Copy, from the data below, every line that has "England" in it.

━━━

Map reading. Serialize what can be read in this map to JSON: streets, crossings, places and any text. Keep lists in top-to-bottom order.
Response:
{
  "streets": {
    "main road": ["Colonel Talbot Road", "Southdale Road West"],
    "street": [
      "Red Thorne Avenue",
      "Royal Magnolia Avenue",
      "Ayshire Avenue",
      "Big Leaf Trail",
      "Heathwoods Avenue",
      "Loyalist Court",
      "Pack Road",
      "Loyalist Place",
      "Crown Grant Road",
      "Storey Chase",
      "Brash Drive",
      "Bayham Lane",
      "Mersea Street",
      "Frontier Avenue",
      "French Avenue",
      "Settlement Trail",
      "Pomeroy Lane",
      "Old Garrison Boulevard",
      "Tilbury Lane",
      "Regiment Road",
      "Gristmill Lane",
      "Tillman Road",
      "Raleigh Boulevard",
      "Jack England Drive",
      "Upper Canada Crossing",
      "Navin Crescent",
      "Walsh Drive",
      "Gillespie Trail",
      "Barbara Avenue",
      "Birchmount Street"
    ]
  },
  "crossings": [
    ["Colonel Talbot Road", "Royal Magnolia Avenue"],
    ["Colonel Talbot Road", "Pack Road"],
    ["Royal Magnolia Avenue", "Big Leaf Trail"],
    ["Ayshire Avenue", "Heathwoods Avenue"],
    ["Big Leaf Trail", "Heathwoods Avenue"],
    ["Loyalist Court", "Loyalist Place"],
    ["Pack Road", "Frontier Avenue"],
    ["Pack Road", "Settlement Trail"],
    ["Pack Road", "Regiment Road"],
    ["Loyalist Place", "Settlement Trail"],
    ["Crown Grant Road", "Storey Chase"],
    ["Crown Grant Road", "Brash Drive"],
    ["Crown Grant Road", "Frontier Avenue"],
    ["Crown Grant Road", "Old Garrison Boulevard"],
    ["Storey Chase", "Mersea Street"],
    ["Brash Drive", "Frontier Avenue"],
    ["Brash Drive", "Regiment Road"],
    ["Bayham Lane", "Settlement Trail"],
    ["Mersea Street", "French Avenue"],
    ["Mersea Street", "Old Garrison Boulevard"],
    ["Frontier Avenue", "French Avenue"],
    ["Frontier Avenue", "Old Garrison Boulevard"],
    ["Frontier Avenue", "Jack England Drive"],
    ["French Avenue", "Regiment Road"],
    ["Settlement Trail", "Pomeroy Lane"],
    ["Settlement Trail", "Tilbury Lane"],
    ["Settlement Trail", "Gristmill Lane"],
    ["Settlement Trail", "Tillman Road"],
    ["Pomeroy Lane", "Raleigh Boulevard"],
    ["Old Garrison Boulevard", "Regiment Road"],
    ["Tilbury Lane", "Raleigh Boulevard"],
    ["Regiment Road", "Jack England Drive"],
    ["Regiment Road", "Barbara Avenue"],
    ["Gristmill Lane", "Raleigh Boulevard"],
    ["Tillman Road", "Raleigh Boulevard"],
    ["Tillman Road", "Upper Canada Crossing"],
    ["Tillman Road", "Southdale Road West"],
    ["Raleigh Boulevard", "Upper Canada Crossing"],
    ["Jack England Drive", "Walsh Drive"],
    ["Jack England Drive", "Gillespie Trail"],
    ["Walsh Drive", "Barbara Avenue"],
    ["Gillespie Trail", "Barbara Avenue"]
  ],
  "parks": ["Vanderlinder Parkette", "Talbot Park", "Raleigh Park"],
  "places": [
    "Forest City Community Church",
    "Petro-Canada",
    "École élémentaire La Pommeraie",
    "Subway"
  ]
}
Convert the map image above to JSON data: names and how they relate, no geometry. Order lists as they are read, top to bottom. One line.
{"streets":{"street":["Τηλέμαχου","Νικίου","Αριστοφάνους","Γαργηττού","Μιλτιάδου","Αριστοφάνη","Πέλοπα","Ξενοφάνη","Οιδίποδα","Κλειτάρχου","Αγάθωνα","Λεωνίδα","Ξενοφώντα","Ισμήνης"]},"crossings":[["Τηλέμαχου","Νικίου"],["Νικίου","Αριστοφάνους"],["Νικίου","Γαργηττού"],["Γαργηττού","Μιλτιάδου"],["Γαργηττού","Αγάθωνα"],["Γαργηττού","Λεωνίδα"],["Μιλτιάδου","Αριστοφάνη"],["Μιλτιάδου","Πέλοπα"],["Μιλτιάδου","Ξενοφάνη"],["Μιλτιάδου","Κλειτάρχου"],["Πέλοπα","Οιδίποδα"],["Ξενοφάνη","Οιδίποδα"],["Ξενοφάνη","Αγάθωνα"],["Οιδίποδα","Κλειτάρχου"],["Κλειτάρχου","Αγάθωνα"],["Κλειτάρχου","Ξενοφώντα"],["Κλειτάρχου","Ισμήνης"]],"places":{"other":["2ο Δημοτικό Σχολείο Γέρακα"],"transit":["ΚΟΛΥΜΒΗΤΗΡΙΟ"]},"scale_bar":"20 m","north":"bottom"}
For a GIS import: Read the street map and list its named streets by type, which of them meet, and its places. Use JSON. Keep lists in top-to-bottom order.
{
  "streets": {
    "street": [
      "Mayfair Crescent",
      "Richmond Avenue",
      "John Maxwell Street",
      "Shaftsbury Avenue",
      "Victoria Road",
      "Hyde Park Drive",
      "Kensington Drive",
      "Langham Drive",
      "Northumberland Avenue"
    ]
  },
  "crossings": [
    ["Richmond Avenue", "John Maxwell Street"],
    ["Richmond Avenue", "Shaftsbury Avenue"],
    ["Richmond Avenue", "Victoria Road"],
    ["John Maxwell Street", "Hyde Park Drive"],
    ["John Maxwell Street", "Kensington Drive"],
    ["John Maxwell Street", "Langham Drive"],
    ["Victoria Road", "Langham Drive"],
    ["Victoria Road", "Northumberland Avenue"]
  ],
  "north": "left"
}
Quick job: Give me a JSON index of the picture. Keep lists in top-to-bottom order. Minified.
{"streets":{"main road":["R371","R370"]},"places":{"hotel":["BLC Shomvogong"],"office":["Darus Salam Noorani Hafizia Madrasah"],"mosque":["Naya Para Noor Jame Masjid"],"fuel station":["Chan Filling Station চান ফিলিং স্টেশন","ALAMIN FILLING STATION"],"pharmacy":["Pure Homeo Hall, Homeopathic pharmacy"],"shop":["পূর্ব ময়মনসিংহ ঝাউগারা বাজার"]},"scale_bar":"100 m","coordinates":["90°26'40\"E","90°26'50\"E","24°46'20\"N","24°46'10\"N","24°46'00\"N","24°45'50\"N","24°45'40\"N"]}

━━━

# [Result of the task]
      "Jack England Drive",
    ["Frontier Avenue", "Jack England Drive"],
    ["Regiment Road", "Jack England Drive"],
    ["Jack England Drive", "Walsh Drive"],
    ["Jack England Drive", "Gillespie Trail"],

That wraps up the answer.